Sebagian ulama yang lain mengatakan: “Tidak boleh bagi seorang wanita menunaikan ibadah haji kecuali dengan mahram yang menjaganya, meskipun ia berangkat dengan teman-temannya yang dapat dipercaya. Ini pendapat Abu Hanifah dan Ahmad. Mereka berdalil dengan beberapa hal di bawah ini:
1. عن ابن عباس رضي الله عنهما قال : قال النبي صلى الله عليه وسلم : ( لا تسافر المرأة إلا مع ذي محرم ، ولا يدخل عليها رجل إلا ومعها محرم ، فقال رجل : يا رسول الله ، إني أريد أن أخرج في جيش كذا وكذا وامرأتي تريد الحج ، فقال : اخرج معها ) رواه البخاري ( 1763 ) ومسلم ( 1341 (
Dari Ibnu Abbas –radhiyallahu anhuma- berkata: Rasulullah –shallallahu ‘alaihi wa sallam- bersabda: “Seorang wanita tidak boleh bepergian kecuali dengan mahram, dan tidak boleh mempersilahkan tamu laki-laki kecuali ia bersama mahramnya”. Seseorang berkata: Ya Rasulullah, saya ingin bergabung dengan pasukan tertentu, sedang istri saya ingin menunaikan ibadah haji. Rasulullah bersabda: “Pergilah bersamanya”. (HR. Bukhori 1763 dan Muslim 1341)

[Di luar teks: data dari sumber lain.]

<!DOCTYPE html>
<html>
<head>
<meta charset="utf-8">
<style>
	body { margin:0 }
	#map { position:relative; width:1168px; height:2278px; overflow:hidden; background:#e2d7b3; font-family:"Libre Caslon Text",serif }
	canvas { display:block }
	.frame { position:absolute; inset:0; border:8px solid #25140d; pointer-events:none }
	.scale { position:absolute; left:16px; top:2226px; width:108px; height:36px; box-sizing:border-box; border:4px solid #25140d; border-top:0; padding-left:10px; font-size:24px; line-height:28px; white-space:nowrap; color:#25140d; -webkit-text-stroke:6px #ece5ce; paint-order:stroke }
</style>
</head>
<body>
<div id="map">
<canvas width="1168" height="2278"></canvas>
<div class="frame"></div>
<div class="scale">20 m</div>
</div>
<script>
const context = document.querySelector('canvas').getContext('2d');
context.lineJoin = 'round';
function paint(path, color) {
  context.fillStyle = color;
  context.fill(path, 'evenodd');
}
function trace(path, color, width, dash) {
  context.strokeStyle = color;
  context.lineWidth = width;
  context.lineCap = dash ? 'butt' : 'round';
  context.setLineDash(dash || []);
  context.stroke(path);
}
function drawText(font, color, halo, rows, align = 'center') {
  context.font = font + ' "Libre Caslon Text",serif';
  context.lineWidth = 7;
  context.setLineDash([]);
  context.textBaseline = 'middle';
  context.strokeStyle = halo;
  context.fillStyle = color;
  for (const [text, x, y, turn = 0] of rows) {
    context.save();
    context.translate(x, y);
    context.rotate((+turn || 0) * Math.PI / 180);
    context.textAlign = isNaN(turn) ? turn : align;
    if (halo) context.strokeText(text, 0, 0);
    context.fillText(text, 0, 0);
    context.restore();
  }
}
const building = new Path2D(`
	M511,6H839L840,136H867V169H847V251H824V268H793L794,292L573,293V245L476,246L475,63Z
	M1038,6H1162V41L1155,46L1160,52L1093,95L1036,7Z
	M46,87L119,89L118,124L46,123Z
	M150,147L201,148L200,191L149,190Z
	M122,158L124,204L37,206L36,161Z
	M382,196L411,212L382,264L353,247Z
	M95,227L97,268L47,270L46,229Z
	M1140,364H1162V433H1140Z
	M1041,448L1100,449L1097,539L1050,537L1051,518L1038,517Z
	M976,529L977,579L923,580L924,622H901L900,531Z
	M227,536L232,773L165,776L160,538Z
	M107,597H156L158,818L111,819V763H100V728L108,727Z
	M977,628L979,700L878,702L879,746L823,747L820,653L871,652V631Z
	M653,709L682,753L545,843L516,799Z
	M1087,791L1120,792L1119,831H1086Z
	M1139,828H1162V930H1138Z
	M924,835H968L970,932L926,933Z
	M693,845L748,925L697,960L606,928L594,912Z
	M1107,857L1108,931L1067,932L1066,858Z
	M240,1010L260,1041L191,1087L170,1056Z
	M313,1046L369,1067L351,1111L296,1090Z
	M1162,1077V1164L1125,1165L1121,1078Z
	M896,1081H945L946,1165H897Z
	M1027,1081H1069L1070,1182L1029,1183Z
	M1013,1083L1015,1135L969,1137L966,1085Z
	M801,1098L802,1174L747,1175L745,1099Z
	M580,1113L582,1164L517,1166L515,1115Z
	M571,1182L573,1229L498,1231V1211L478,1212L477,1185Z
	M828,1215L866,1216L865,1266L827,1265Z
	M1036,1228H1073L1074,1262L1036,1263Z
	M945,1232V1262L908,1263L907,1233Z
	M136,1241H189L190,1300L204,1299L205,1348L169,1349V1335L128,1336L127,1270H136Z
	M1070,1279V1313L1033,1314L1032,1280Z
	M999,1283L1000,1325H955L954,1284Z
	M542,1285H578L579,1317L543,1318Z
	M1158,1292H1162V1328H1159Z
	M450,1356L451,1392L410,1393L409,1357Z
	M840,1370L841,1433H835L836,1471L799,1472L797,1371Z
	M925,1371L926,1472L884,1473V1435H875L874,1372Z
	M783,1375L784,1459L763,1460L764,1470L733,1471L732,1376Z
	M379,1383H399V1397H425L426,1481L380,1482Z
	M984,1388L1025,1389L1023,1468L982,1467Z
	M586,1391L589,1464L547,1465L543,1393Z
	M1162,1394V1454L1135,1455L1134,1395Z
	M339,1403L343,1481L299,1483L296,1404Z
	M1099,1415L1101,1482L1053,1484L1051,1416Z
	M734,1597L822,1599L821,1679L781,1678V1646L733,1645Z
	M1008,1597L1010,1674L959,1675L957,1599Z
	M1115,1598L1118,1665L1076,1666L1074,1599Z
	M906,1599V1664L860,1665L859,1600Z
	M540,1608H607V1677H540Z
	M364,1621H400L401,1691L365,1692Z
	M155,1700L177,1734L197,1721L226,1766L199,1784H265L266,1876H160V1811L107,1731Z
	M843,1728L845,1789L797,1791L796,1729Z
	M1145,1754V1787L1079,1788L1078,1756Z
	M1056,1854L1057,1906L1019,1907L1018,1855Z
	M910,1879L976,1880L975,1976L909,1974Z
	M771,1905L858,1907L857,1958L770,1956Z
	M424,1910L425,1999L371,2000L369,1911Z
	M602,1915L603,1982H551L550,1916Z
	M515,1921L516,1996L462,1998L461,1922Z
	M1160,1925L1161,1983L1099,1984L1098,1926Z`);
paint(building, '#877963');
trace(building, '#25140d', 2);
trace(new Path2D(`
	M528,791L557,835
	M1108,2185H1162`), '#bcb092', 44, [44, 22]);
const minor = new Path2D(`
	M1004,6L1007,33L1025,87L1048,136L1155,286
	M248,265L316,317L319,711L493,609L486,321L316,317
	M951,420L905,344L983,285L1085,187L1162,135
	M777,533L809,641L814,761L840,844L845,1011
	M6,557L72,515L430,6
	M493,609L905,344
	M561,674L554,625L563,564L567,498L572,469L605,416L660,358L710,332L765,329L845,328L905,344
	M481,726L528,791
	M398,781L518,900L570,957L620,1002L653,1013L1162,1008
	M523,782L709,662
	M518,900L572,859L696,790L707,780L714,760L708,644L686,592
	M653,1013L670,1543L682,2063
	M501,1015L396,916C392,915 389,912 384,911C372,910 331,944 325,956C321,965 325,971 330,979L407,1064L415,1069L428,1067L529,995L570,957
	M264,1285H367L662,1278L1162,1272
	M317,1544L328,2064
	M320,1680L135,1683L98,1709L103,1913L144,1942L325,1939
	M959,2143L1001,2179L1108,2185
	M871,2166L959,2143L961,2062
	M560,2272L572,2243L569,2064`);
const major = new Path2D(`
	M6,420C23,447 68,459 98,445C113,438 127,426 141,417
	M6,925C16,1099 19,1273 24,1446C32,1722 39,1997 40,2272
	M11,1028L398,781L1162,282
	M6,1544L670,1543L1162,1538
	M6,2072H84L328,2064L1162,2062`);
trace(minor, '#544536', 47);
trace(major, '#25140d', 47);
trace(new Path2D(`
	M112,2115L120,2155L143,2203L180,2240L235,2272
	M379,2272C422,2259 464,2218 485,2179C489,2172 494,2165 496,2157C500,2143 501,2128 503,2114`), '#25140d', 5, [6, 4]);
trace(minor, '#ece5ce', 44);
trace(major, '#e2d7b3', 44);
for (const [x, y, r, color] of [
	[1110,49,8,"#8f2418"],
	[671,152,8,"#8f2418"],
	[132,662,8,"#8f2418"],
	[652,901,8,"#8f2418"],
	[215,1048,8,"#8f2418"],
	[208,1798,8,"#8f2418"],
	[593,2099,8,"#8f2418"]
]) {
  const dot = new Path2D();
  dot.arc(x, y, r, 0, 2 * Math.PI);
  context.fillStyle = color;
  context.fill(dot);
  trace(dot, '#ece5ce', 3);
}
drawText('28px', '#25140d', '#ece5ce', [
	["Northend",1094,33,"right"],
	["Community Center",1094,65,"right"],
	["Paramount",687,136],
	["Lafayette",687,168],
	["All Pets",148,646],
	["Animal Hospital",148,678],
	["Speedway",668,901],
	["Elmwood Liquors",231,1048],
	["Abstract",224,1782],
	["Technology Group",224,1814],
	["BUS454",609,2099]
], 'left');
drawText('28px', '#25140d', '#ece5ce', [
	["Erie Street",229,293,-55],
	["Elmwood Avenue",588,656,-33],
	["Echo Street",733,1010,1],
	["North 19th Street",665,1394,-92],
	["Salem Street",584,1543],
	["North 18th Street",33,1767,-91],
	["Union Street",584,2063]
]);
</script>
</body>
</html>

2. عن أبي هريرة رضي الله عنه قال : قال النبي صلى الله عليه وسلم ( لا يحل لامرأة تؤمن بالله واليوم الآخر أن تسافر مسيرة يوم وليلة إلا مع ذي محرم عليها ) رواه البخاري (1038) ومسلم (133) . وعند البخاري (1139) ومسلم (827) من حديث أبي سعيد : ( مسيرة يومين (
Dari Abu Hurairah –radiyallahu ‘anhu- berkata: Rasulullah –shallallahu ‘alaihi wa sallam- bersabda: “Tidak dihalalkan bagi seorang wanita yang beriman kepada Allah dan hari akhir untuk bepergian selama sehari semalam perjalanan kecuali dengan mahram”. (HR. Bukhori 1038 dan Muslim 133) dan dalam riwayat Bukhori 1139 dan Muslim 827 dari hadits abu Sa’id tertera: “selama dua hari perjalanan”.
Ibnu Hajar berkata:
“Batasannya pada hadits Abu Sa’id dalam sabdanya: “selama dua hari perjalanan”. Dalam hadits Abu Hurairah: “selama satu hari satu malam perjalanan”, dan ada beberapa riwayat yang lain. Seperti hadits Ibnu Umar: “selama tiga hari perjalanan”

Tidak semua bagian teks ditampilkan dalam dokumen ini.